**Activity:** Lines containing the word "Elevation" in the data below: say how many, with no other text.

**Given entries:**
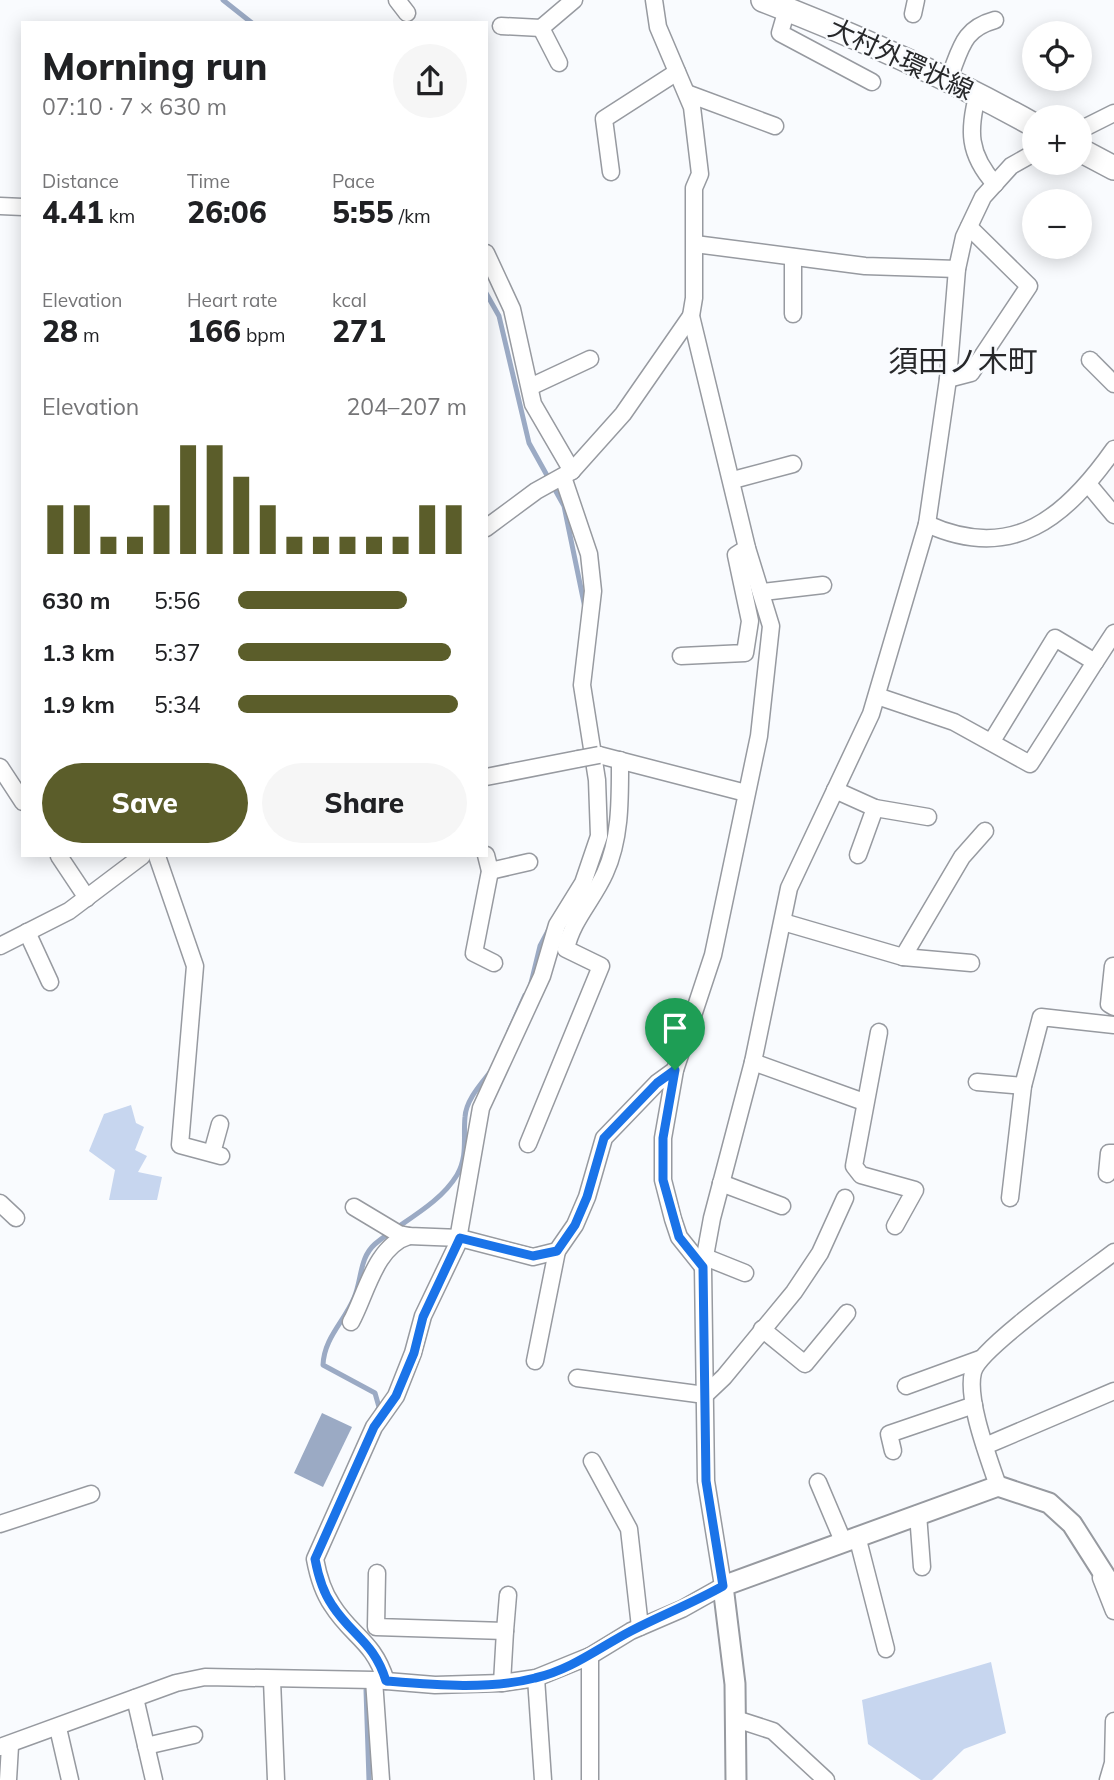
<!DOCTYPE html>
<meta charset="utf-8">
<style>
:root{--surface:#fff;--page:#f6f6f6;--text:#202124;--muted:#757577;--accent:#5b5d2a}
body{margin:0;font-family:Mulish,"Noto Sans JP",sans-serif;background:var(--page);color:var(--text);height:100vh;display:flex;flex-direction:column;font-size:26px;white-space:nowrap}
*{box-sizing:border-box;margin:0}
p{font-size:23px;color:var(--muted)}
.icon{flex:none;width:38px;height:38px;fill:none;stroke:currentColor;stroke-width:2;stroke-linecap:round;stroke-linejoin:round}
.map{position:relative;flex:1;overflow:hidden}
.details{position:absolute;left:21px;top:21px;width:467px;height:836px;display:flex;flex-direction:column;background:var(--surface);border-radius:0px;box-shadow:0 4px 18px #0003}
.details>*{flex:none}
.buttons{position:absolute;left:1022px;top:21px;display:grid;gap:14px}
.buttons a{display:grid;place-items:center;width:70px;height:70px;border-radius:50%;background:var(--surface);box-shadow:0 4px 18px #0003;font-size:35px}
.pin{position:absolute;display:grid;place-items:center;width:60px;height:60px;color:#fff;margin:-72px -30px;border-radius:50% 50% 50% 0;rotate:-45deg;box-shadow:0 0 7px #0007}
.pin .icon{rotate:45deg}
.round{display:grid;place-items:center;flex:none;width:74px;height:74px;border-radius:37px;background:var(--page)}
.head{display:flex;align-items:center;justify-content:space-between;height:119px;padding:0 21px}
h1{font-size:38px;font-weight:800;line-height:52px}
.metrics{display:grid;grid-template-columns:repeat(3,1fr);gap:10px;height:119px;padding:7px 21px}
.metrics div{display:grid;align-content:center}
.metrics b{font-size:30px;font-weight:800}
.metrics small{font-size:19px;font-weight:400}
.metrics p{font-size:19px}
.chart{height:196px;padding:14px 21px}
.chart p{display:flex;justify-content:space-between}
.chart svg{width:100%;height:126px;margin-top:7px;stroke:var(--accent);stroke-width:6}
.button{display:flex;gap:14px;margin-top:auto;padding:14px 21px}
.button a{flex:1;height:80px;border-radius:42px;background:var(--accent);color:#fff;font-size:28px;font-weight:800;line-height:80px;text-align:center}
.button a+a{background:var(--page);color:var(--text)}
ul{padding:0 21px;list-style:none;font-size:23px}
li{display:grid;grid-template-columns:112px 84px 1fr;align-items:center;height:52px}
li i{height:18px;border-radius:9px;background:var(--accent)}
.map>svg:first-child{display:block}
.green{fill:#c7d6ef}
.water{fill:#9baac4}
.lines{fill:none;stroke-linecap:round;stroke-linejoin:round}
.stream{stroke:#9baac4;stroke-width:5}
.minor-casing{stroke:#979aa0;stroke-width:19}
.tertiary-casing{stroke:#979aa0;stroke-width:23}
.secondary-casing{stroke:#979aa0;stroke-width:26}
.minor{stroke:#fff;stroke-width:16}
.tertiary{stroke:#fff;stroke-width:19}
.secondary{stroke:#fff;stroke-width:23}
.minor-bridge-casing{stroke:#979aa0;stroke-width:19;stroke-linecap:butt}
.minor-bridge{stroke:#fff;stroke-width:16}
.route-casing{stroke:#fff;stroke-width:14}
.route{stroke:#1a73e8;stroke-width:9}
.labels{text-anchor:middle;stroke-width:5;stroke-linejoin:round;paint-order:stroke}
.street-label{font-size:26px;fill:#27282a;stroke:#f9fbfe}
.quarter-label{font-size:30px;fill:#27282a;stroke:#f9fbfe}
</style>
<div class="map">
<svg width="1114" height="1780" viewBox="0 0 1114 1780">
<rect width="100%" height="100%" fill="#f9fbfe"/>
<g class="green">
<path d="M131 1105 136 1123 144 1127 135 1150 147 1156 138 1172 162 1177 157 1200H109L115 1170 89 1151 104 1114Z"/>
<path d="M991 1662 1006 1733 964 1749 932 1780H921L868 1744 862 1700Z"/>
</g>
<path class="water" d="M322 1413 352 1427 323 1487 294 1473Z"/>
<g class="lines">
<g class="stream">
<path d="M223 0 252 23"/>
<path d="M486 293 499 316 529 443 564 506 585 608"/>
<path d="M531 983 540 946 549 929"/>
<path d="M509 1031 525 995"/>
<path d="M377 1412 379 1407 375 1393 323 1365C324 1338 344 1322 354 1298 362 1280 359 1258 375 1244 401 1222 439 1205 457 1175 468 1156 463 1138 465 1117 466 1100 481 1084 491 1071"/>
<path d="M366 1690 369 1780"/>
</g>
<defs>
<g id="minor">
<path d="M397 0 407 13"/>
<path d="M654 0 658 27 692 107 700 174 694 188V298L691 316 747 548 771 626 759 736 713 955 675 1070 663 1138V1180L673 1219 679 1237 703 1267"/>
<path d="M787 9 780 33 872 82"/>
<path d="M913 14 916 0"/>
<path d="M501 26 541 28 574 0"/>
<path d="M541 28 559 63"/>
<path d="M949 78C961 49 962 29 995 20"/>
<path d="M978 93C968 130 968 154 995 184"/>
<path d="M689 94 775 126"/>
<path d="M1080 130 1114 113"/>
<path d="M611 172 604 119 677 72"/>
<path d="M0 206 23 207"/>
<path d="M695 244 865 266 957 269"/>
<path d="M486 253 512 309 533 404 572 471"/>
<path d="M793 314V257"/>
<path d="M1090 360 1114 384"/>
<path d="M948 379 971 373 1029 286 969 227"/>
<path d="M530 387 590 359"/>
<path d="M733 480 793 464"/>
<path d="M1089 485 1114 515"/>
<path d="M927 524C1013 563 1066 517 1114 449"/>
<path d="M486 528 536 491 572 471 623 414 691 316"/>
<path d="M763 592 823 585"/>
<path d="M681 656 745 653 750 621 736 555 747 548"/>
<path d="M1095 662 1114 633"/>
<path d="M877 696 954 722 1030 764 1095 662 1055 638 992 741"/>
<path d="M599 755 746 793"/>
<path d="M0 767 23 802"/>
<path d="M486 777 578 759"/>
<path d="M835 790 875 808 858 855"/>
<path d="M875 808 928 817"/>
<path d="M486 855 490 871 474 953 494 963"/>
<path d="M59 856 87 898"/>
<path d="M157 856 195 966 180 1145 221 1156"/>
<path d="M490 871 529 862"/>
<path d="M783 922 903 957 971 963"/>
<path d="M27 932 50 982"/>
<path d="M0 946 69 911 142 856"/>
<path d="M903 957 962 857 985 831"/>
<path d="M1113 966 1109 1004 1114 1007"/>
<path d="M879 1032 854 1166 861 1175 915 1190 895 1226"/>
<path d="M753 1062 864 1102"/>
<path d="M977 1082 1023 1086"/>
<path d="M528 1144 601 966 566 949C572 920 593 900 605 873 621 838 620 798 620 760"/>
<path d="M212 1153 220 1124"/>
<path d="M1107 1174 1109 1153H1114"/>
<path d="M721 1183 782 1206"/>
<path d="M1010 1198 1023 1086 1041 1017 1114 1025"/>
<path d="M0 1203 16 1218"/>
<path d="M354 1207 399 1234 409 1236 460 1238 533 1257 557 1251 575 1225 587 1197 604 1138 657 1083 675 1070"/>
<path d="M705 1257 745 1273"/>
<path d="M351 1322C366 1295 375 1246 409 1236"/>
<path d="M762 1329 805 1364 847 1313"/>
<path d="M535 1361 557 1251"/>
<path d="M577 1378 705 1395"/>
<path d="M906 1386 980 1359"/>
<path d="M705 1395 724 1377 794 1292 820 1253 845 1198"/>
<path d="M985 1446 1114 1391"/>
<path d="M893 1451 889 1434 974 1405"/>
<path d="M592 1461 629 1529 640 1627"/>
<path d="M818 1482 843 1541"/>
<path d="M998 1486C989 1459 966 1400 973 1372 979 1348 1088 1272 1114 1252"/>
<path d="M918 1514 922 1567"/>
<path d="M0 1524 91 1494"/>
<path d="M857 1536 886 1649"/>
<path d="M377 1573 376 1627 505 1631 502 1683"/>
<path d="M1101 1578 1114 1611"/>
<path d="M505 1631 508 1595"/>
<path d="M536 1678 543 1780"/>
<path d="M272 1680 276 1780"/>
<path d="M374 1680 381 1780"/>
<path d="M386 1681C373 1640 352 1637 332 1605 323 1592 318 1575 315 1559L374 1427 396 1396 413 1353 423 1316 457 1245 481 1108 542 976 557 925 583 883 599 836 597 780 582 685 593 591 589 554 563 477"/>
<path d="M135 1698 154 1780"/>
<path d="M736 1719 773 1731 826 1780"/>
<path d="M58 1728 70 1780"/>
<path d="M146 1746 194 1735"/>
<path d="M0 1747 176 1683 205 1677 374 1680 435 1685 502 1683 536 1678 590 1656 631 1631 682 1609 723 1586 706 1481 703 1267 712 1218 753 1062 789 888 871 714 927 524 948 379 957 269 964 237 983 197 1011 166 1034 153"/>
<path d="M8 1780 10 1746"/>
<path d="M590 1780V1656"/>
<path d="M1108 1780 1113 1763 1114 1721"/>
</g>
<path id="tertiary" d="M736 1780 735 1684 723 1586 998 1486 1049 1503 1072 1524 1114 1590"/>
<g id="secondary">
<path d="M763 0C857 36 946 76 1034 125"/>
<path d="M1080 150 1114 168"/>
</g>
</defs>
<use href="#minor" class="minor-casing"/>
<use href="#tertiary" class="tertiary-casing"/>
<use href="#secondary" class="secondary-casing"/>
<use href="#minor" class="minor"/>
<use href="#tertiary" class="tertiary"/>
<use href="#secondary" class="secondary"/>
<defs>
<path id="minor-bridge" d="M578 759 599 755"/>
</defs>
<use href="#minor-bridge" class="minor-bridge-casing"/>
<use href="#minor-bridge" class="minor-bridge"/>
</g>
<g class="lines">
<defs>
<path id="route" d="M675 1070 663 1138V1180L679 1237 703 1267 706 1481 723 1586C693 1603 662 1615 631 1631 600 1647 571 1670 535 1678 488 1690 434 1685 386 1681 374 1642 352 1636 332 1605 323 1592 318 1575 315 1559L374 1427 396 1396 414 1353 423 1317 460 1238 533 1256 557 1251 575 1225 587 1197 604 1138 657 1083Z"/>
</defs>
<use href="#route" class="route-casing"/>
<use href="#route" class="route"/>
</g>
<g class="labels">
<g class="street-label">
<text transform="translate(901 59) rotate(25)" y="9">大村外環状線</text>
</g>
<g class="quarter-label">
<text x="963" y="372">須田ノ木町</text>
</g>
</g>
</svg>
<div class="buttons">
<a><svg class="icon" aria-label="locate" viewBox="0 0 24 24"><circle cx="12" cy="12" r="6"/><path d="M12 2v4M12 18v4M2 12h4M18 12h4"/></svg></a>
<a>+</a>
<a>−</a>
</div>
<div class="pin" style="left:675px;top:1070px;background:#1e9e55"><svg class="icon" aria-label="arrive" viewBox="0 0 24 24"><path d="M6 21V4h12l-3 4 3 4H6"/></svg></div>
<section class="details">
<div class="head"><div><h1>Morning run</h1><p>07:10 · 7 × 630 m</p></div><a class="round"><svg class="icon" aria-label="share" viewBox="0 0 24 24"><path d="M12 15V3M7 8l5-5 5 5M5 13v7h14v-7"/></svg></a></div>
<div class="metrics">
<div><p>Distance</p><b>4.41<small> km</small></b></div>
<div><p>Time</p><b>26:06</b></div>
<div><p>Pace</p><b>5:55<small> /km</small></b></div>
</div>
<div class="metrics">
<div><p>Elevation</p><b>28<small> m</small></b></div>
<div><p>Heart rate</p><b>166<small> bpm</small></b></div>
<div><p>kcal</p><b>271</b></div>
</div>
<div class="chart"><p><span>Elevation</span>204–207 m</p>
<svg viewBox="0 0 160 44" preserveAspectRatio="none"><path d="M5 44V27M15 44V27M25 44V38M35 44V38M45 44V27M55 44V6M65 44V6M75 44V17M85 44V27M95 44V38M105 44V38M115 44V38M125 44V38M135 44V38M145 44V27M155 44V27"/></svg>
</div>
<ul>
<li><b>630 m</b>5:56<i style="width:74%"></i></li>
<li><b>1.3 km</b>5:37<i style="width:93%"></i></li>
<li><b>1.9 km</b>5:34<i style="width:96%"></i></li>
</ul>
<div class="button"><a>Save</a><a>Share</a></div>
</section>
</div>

**Result for this exercise:** 2